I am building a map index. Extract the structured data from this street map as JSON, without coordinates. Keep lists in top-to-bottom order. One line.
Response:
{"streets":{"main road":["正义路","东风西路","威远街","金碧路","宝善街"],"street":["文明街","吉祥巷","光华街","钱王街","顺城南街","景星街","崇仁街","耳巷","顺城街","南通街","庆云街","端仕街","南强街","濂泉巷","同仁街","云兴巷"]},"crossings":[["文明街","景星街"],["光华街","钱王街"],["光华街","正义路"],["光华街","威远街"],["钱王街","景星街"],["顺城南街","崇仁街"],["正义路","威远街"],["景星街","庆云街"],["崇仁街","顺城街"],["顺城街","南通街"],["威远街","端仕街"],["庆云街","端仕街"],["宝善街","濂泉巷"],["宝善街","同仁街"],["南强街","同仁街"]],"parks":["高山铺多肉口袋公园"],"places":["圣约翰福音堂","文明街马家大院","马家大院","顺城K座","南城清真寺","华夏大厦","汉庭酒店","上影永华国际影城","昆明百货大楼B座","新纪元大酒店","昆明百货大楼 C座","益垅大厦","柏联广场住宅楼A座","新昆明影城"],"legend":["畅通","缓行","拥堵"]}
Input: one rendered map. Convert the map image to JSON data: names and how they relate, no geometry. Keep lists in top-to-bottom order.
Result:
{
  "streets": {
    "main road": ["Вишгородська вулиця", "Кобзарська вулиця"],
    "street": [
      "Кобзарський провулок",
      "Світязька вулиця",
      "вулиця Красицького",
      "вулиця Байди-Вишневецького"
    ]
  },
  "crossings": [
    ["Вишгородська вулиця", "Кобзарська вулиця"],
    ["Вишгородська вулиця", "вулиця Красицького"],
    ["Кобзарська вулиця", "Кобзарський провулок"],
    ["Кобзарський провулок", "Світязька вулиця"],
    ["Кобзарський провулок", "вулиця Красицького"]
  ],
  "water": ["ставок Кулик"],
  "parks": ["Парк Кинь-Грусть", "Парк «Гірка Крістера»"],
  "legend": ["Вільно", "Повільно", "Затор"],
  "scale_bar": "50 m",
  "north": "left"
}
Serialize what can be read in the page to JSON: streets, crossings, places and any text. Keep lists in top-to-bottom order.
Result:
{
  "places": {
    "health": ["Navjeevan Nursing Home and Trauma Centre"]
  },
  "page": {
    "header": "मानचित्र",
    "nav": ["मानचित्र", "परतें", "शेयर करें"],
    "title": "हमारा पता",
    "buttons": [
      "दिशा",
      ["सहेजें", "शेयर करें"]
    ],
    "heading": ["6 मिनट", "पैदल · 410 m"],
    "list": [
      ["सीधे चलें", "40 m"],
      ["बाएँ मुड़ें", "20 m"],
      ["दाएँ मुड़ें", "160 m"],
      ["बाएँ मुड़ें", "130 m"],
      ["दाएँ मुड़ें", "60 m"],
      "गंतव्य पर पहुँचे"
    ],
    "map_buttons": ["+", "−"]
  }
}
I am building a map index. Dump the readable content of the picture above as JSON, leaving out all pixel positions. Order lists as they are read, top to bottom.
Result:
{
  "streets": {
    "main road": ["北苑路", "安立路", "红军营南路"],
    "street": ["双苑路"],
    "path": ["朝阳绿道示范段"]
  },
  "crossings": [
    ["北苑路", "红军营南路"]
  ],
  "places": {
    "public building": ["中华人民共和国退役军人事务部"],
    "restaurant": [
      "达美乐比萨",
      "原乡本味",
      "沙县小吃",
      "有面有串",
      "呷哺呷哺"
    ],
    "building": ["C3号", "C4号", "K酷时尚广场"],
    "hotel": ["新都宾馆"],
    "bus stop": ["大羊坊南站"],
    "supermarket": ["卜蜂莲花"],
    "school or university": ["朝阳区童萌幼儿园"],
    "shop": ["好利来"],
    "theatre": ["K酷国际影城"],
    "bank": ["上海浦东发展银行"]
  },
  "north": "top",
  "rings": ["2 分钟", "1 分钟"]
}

- [Problem] Note each line above that contains "data" and copy it out.

- [Answer for the task]
I am building a map index. Extract the structured data from this street map as JSON, without coordinates. Keep lists in top-to-bottom order. One line.
Input: one rendered map. Convert the map image to JSON data: names and how they relate, no geometry. Keep lists in top-to-bottom order.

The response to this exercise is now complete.